1. I do not know what frequency you need to fix.
For the convenience of modeling (process speed), I used a frequency of 10 megahertz.
The magnetic antenna at this frequency is an inductive impedance.
I arbitrarily pictured frame inductance and the voltage source.
Tell me what frequency you need and what kind of loop antenna you are using.
Then I may clarify an equivalent circuit.

The loop antenna should be copper wire with a square shape,it can be about 13cm length for 2.4Ghz or 32cm length for 1Ghz.I understand that the loop should be in resonance,so i don't understand why do i need to add the inductor?
I saw your third diagram and it seems that the second one(Sziklai pair with one germanium transistor and one silicon) is the most suitable.

2. Resistor 100k greatly reduces the sensitivity of the whole scheme and need for this resistor is not.

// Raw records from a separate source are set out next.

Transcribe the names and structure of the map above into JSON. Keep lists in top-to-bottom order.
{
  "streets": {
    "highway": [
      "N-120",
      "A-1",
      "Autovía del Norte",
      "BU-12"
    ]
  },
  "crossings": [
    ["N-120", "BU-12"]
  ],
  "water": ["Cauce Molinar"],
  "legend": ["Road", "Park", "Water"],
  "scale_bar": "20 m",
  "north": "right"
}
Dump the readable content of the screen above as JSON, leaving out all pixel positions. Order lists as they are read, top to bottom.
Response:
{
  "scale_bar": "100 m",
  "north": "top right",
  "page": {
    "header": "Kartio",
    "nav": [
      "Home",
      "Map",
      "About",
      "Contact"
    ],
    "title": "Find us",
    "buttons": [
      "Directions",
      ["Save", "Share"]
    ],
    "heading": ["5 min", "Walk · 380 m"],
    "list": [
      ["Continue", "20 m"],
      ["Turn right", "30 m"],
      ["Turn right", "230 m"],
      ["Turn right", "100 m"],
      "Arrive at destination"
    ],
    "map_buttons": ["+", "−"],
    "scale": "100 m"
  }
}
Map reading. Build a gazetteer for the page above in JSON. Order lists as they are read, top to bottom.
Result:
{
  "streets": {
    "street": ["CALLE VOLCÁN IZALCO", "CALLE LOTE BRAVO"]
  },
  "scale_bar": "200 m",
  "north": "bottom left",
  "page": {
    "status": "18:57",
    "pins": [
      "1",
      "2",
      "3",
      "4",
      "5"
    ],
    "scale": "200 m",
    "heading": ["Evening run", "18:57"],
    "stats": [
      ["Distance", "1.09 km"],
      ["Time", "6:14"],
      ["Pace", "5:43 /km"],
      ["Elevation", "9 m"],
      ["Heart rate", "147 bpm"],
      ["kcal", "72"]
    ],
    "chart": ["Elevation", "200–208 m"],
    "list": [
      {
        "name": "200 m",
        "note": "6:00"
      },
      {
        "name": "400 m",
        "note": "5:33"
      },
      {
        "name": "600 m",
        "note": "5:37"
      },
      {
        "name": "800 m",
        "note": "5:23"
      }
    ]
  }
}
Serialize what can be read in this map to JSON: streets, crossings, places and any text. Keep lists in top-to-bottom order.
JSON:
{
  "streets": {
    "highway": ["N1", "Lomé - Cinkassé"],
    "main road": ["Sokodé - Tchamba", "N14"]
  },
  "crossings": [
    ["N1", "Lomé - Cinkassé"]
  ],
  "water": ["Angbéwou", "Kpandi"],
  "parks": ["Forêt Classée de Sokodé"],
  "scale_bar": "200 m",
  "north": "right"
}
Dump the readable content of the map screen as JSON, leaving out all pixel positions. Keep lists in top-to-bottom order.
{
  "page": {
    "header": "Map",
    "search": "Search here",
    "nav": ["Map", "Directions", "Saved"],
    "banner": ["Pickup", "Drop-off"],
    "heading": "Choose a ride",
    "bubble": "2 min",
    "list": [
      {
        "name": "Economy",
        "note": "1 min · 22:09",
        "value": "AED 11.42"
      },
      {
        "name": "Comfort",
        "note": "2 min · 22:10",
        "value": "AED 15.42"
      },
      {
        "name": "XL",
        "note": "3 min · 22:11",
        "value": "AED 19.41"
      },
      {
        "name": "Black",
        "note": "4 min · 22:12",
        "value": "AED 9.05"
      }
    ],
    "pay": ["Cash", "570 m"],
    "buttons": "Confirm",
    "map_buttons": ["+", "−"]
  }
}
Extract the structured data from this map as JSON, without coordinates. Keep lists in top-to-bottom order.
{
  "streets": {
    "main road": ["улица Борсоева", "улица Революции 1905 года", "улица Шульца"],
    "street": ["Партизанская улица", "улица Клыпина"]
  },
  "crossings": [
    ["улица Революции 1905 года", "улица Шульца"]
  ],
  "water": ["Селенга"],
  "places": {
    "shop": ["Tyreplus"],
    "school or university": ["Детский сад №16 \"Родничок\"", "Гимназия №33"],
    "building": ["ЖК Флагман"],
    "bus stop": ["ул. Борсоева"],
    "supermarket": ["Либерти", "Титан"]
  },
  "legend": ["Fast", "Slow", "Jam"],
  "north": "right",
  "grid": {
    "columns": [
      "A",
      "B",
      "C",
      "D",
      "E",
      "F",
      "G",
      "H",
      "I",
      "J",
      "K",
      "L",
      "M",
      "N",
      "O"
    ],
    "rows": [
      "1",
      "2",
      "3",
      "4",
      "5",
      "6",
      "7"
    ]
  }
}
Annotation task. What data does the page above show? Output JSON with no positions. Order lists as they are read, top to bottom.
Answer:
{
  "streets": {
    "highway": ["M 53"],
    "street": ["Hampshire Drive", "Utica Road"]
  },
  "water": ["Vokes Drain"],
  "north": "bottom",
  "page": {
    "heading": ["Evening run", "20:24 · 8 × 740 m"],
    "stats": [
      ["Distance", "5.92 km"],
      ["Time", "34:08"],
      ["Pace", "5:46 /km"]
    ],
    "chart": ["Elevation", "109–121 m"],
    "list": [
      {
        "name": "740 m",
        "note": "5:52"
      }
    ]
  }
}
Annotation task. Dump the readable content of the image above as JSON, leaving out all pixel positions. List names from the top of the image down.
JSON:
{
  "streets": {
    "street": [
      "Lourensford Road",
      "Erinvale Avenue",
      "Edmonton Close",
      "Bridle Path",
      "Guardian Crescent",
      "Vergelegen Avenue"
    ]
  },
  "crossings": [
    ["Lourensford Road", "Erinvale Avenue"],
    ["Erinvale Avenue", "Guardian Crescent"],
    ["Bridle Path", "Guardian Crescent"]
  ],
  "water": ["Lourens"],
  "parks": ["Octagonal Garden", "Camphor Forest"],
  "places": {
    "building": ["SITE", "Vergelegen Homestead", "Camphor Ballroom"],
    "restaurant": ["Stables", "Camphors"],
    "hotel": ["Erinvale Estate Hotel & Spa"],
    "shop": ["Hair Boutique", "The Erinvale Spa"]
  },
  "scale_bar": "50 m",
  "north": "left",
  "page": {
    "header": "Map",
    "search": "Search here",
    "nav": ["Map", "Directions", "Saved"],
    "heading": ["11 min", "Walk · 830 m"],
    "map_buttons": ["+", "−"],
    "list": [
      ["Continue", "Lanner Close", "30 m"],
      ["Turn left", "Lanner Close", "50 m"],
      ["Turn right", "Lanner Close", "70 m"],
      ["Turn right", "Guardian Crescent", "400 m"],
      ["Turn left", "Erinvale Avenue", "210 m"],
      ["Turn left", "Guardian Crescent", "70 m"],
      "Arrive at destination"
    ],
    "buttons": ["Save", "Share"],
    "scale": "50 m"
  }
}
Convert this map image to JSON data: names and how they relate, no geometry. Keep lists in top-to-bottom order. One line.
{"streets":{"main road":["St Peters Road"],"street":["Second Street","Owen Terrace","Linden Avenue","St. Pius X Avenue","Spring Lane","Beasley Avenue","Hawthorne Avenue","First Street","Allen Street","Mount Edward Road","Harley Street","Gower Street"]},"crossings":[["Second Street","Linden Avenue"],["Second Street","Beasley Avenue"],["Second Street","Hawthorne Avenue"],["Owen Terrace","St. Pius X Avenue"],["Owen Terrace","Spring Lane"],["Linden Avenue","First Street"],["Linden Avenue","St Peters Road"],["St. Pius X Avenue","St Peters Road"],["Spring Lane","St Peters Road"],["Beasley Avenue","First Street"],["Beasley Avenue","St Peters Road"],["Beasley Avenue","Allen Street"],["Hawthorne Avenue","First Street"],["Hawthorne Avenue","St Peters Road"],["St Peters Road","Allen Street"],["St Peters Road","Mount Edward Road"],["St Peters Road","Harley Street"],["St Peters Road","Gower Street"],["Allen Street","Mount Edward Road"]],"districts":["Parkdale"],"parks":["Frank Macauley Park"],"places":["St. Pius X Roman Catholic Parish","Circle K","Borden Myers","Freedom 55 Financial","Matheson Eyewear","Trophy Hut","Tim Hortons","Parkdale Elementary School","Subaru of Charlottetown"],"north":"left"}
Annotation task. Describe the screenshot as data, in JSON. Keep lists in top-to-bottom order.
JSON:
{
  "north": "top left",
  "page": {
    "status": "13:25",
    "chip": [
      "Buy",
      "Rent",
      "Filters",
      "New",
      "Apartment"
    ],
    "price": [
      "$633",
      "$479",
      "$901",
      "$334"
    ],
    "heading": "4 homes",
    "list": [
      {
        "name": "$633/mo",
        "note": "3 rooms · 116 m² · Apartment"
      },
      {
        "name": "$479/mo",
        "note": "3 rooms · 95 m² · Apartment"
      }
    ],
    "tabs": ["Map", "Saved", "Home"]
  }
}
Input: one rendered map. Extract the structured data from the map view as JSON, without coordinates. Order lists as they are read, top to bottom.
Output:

Is it safe to leave the base without any resistor that will limit the current?
Won't it damage the transistor?
Refer to adding a tank circuit for selectivity,i read about the series tank circuit and paralell one.
But i couldn't figure out,how to add it to my circuit or how to determine the value of the capacitor and the inductor.And if it won't disrupt the circuit at all.
I saw the formula:f = 1/2π√(LC),and i can find C if i know the L and opposite,but there are a lot of combinations that can give the same f,while i saw that it is necessary to add a resistor to the parallel tank circuit.
This is beyond my knowledge and i may need assistance with that.

 

Inductance I added as I simulated at a frequency of 10 MHz. In this frame rate is very high. A small frame has the inductive resistance. Impedance full frame lies in the range of 50-300 ohms. The thicker conductors, the lower the resistance of the frame (but you need to take into account the velocity factor). In your case, instead of using the inductor resistance of 100 ohms. If you need to rough up the sensitivity and allow a large input signal, then put resistor 1 kohm. It has little effect on the sensitivity, but to protect the transistor.

 

I had some difficulty understanding this post.

Inductance I added as I simulated at a frequency of 10 MHz. In this frame rate is very high. A small frame has the inductive resistance. Impedance full frame lies in the range of 50-300 ohms

When you mentioned the word"frame",does it refer to the loop,to the length of the loop in proportion to the wavelength?(while saying"full frame"was meant to a 1 wavelength loop?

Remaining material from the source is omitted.